Marketing Mix Model v2 — Adstock + Diminishing Returns with PyMC

What Changed from v1

Version 1 modelled only saturation (diminishing returns via the Hill function). Version 2 adds geometric adstock before saturation, creating the standard two-stage media transformation pipeline used in production MMMs:

raw spend → adstock(λ) → Hill(K, S) → β·saturated → Σ + α → sales

Why Adstock Before Saturation?

Advertising effects don't vanish the moment you stop spending. A TV ad seen on Monday still influences purchase decisions on Tuesday and Wednesday — this is the carryover or adstock effect. By applying adstock before the Hill function, we model a realistic pipeline:

Adstock accumulates and decays spend over time → "effective exposure"
Hill saturation maps effective exposure to a bounded sales response

The ordering matters.
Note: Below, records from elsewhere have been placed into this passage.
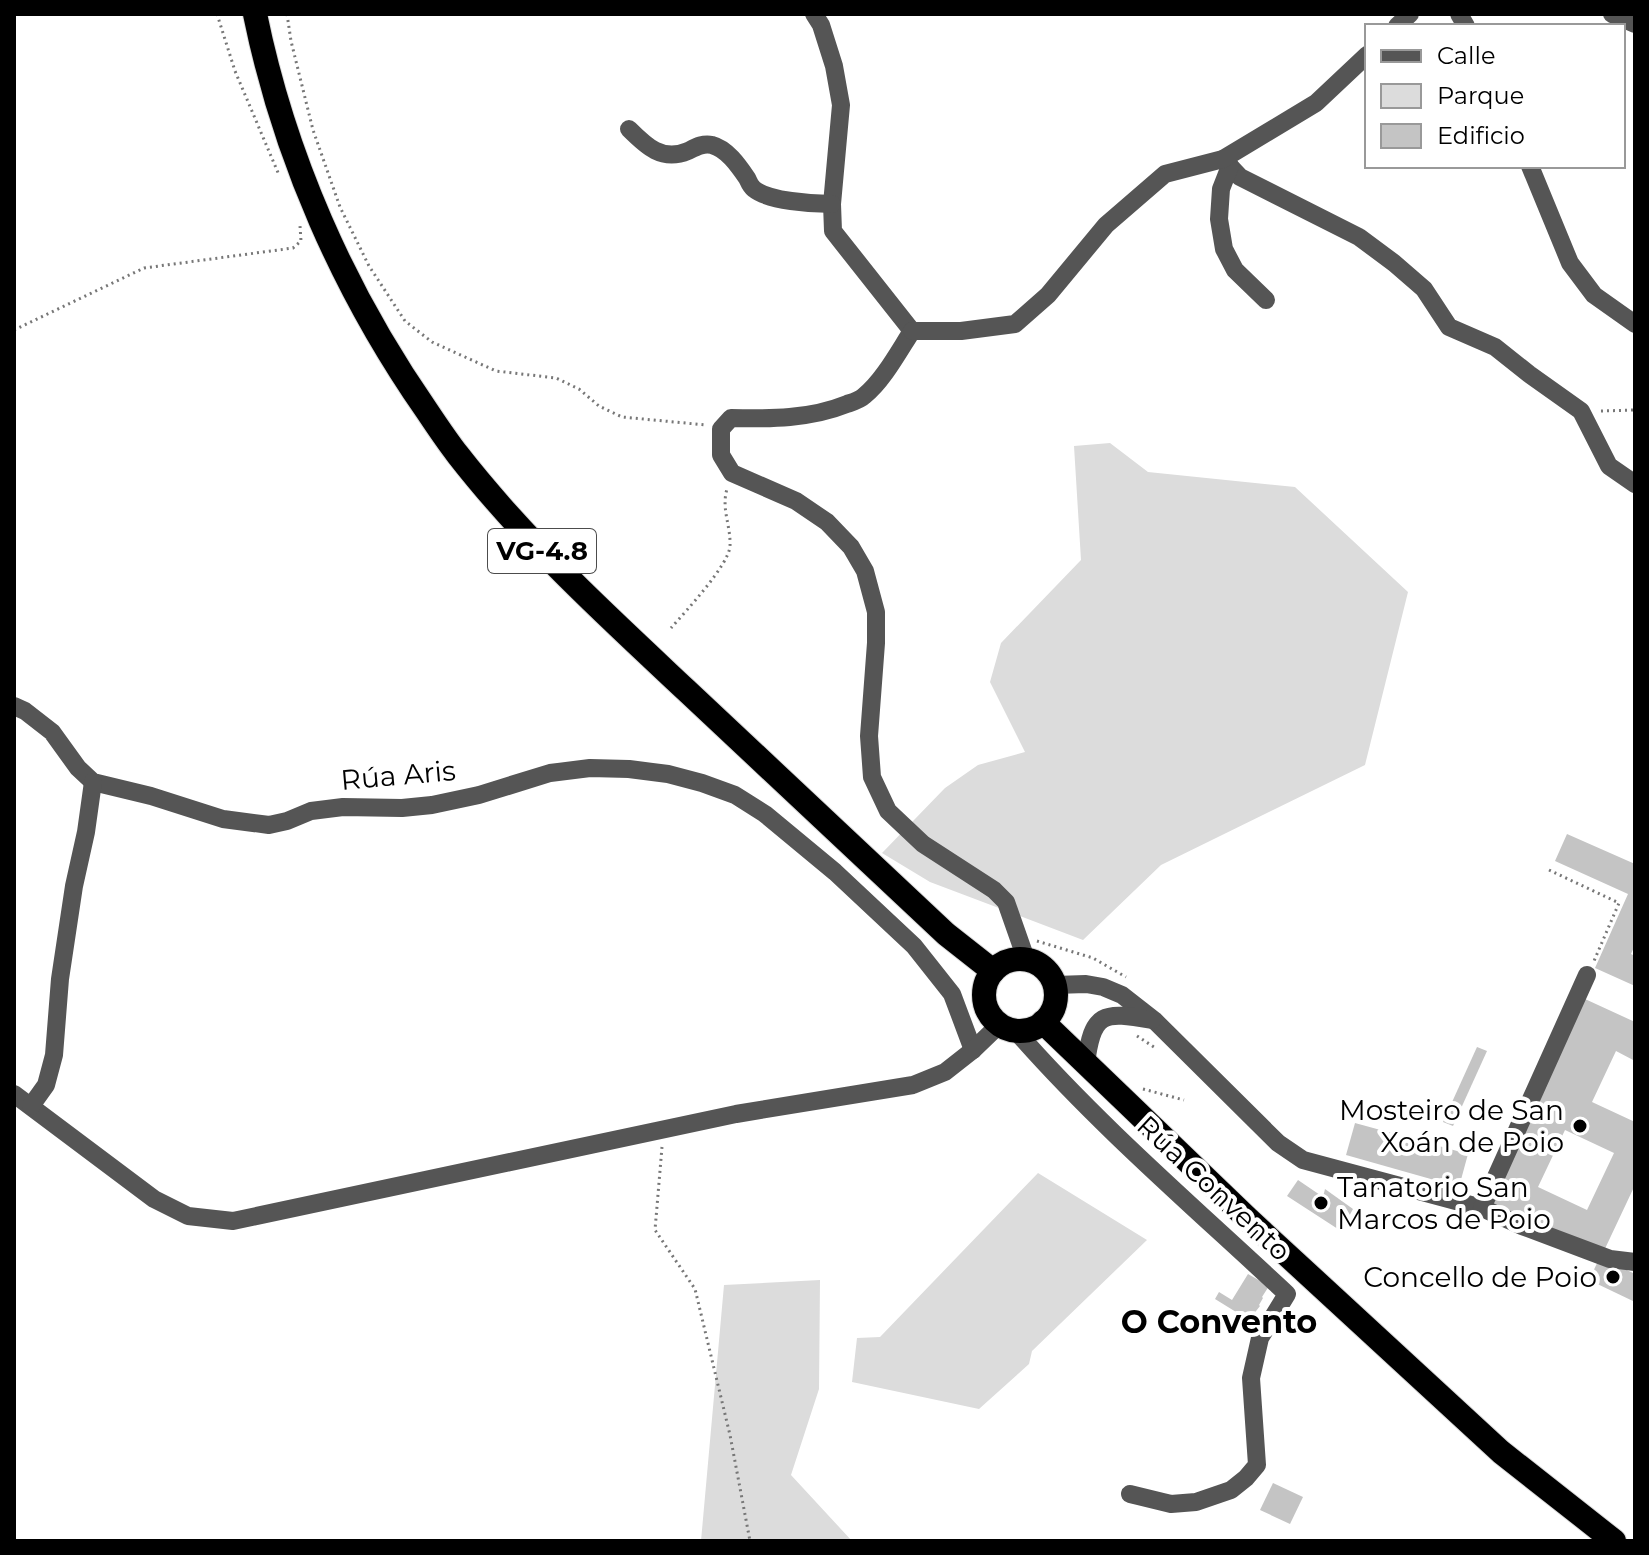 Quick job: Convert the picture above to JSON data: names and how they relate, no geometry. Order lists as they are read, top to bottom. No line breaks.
{"streets":{"highway":["VG-4.8"],"street":["Rúa Aris","Rúa Convento"]},"crossings":[["VG-4.8","Rúa Convento"]],"districts":["O Convento"],"places":["Mosteiro de San Xoán de Poio","Tanatorio San Marcos de Poio","Concello de Poio"],"legend":["Calle","Parque","Edificio"]} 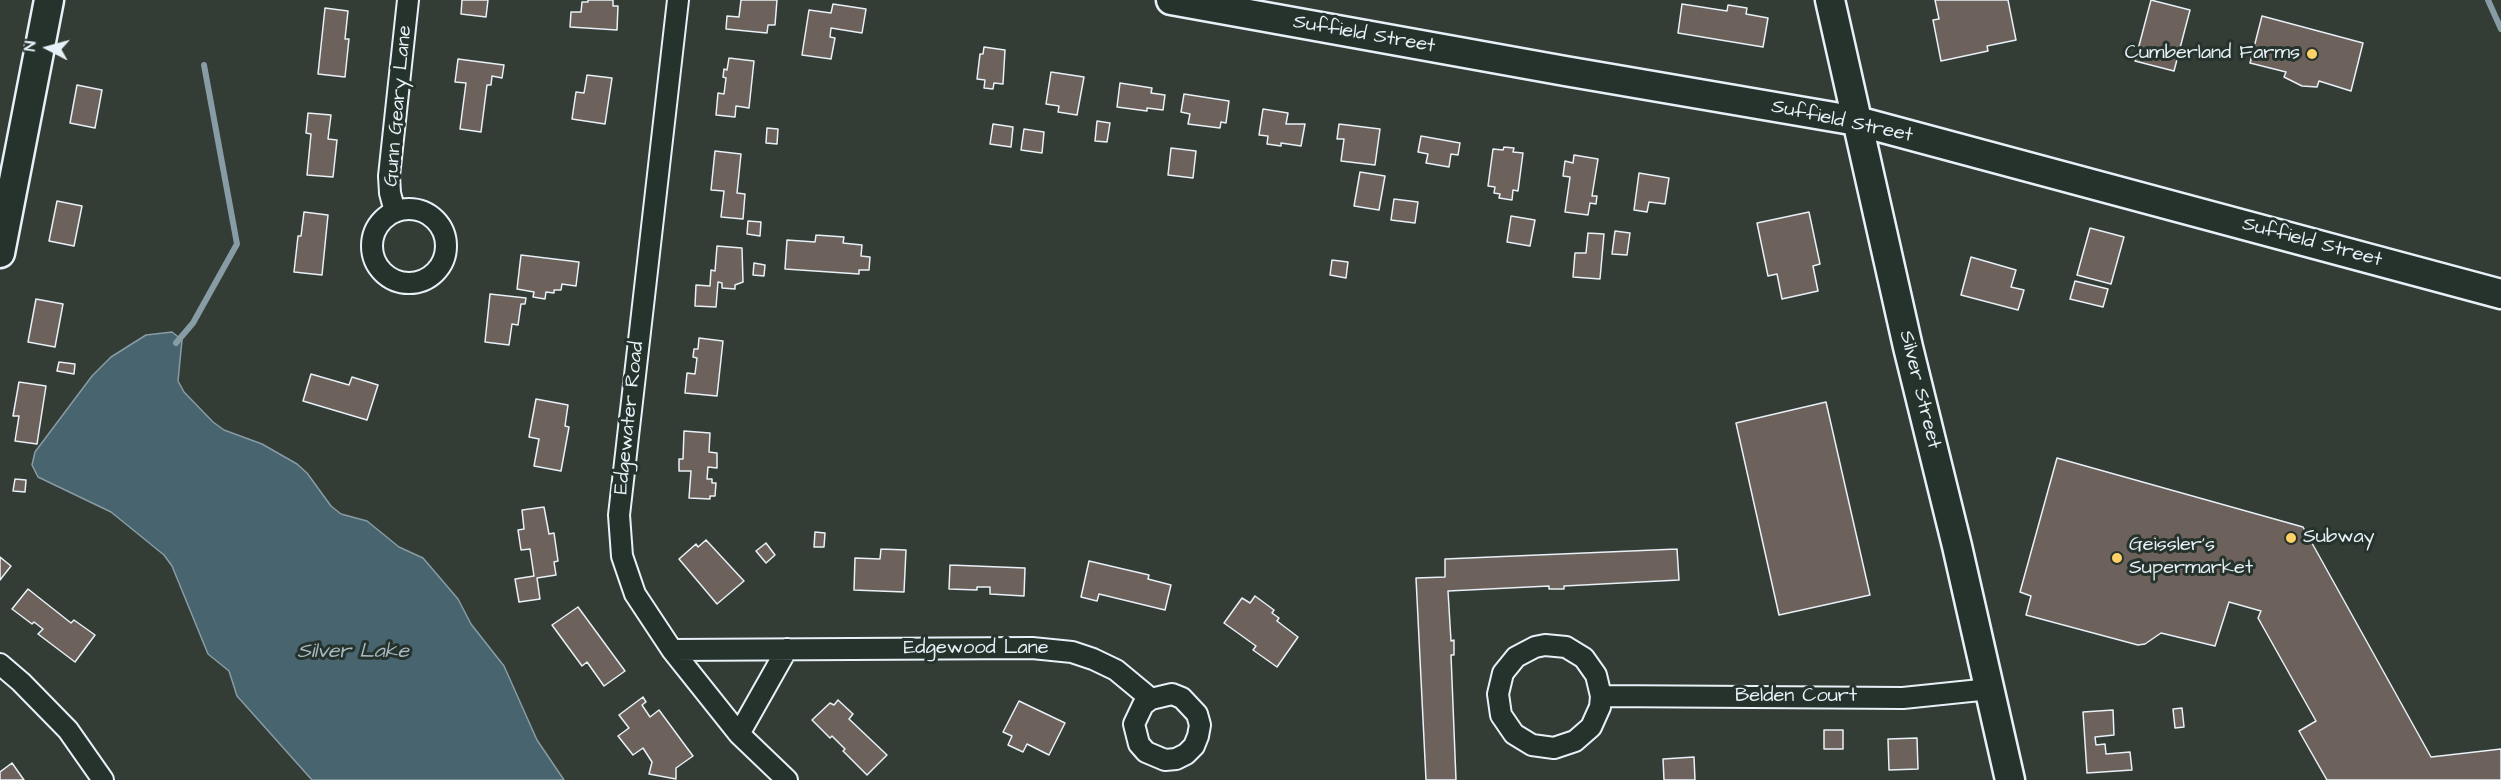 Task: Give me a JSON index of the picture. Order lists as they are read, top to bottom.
{
  "streets": {
    "main road": ["Suffield Street", "Silver Street"],
    "street": [
      "Gunn Geary Lane",
      "Edgewater Road",
      "Edgewood Lane",
      "Belden Court"
    ]
  },
  "crossings": [
    ["Suffield Street", "Silver Street"],
    ["Silver Street", "Belden Court"],
    ["Edgewater Road", "Edgewood Lane"]
  ],
  "water": ["Silver Lake"],
  "places": ["Cumberland Farms", "Subway", "Geissler's Supermarket"],
  "north": "left"
} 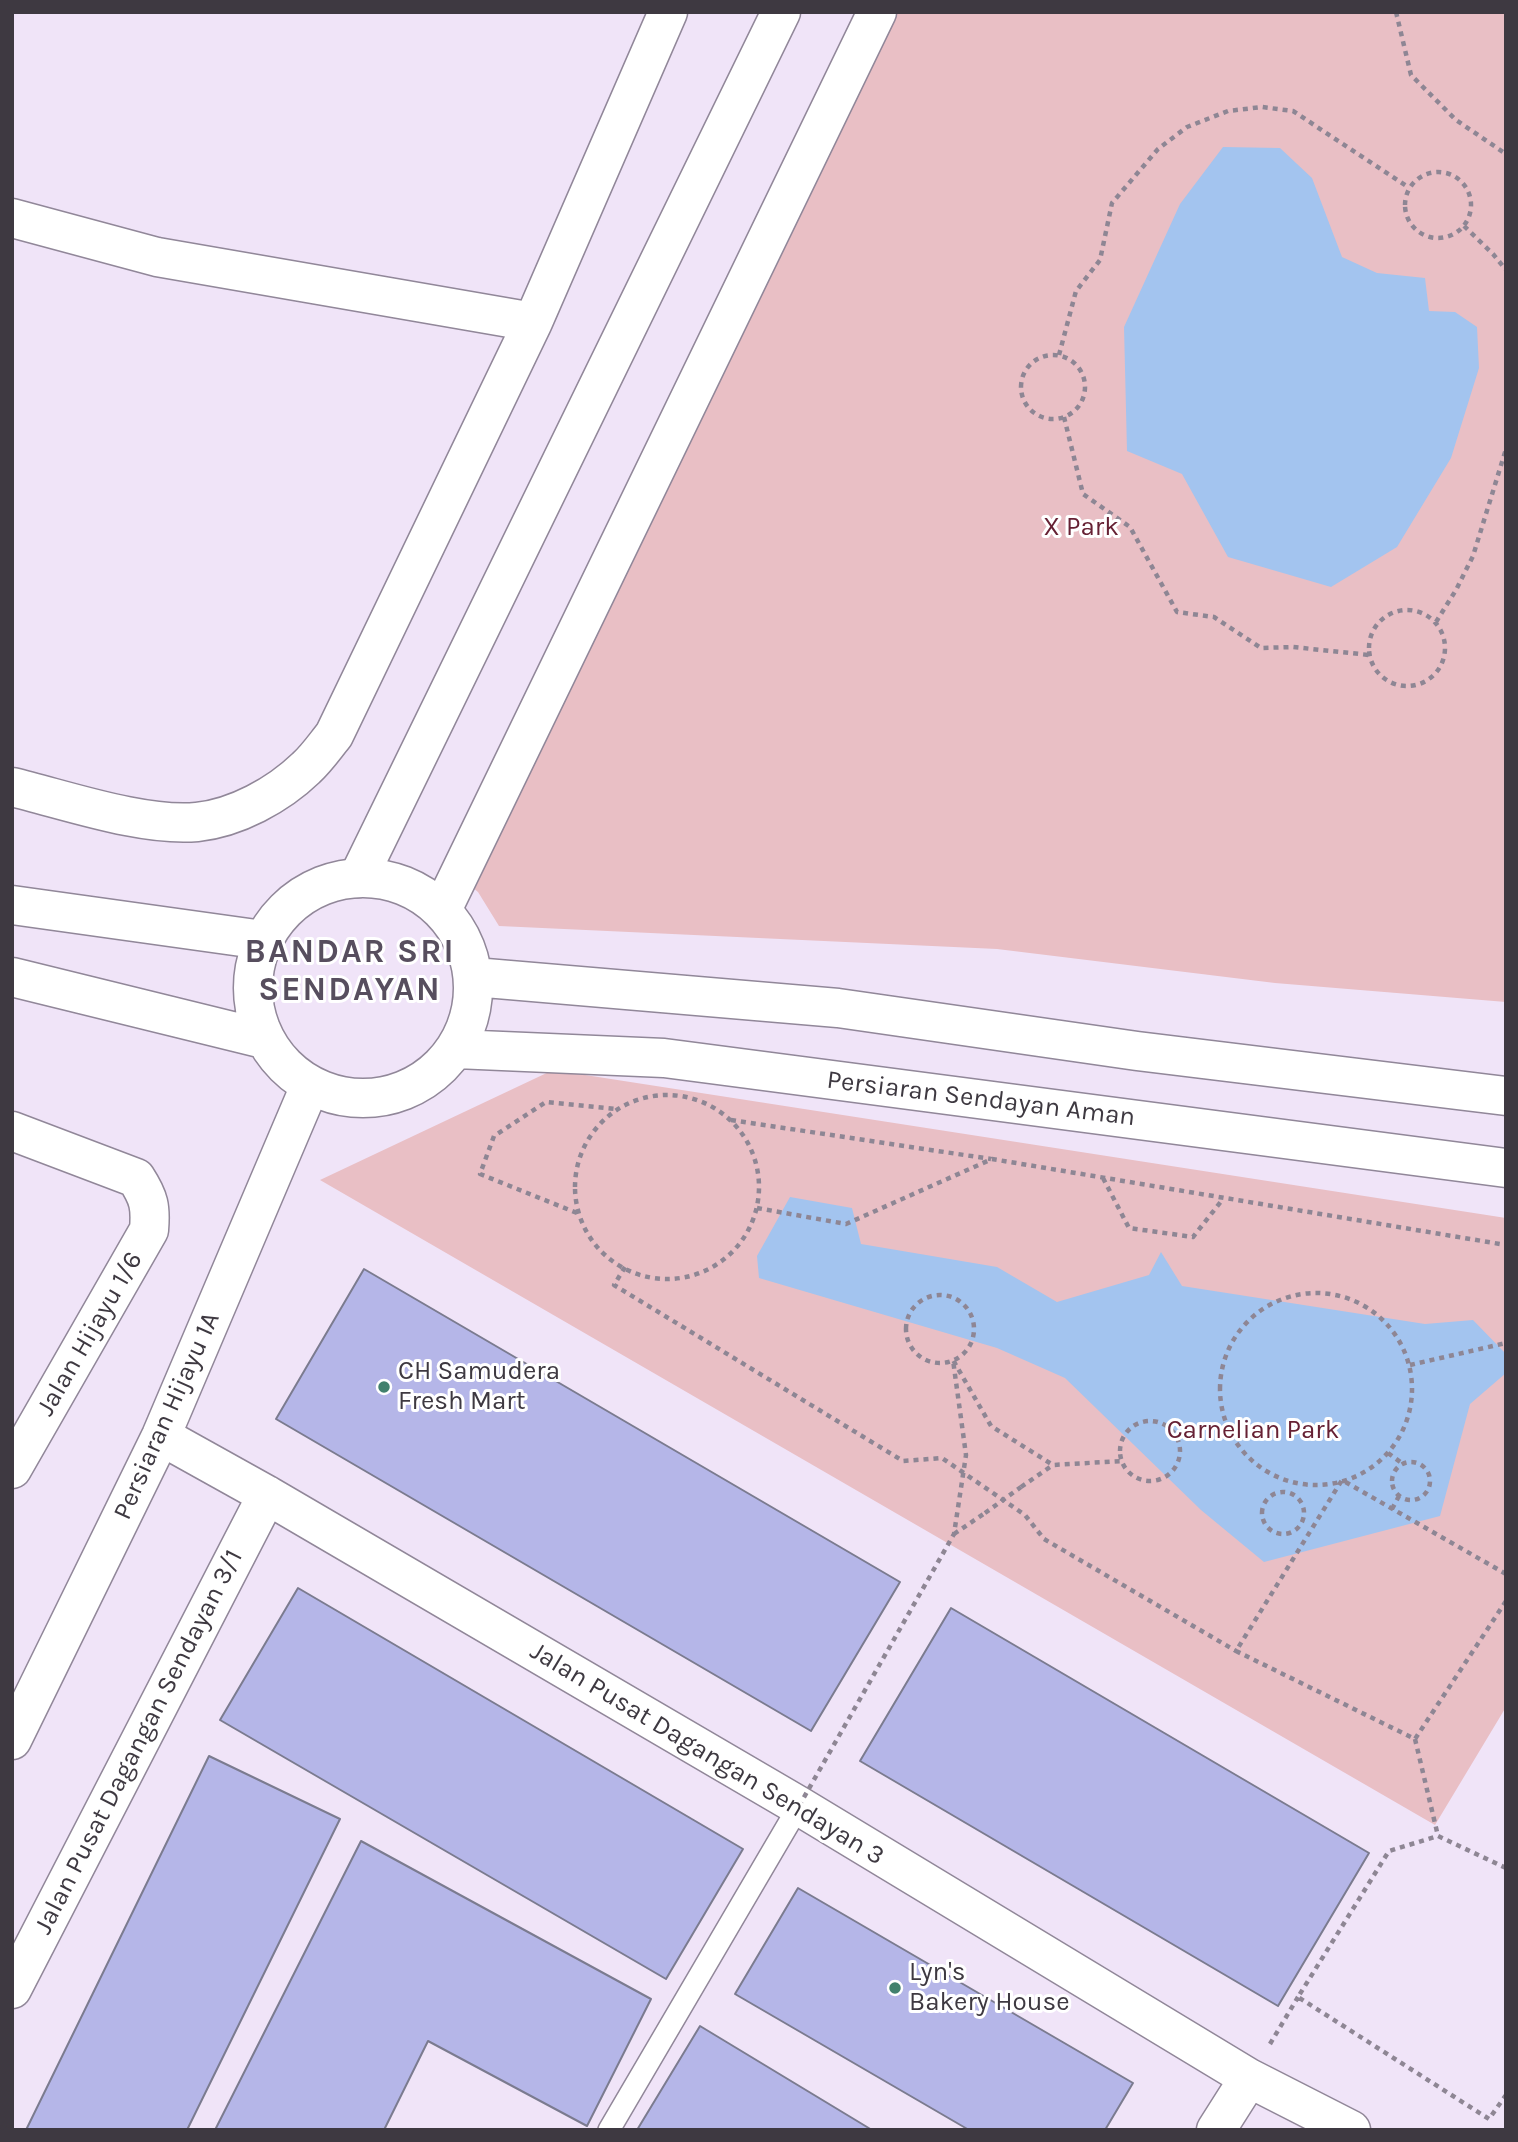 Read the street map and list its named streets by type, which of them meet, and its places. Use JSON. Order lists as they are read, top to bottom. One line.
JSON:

Applying saturation first would compress spend into [0, 1] before accumulation, losing the important distinction between "one big day" and "sustained moderate spend over a week." The adstock-then-saturate ordering is the standard in Meta Robyn, Google Meridian, and the academic MMM literature (Jin et al., 2017).

Model Specification

$$\text{sales} = \alpha + \sum_{c} \beta_c \cdot \text{hill}\bigl(\text{adstock}(x_c;; \lambda_c);; K_c, S_c\bigr) + \varepsilon$$

Geometric Adstock:

$$\text{adstock}_t = x_t + \lambda_c \cdot \text{adstock}_{t-1}$$

where $\lambda_c \in [0, 1)$ is the decay (retention) rate. The half-life of the carryover effect is $t_{1/2} = -\ln 2 / \ln \lambda$.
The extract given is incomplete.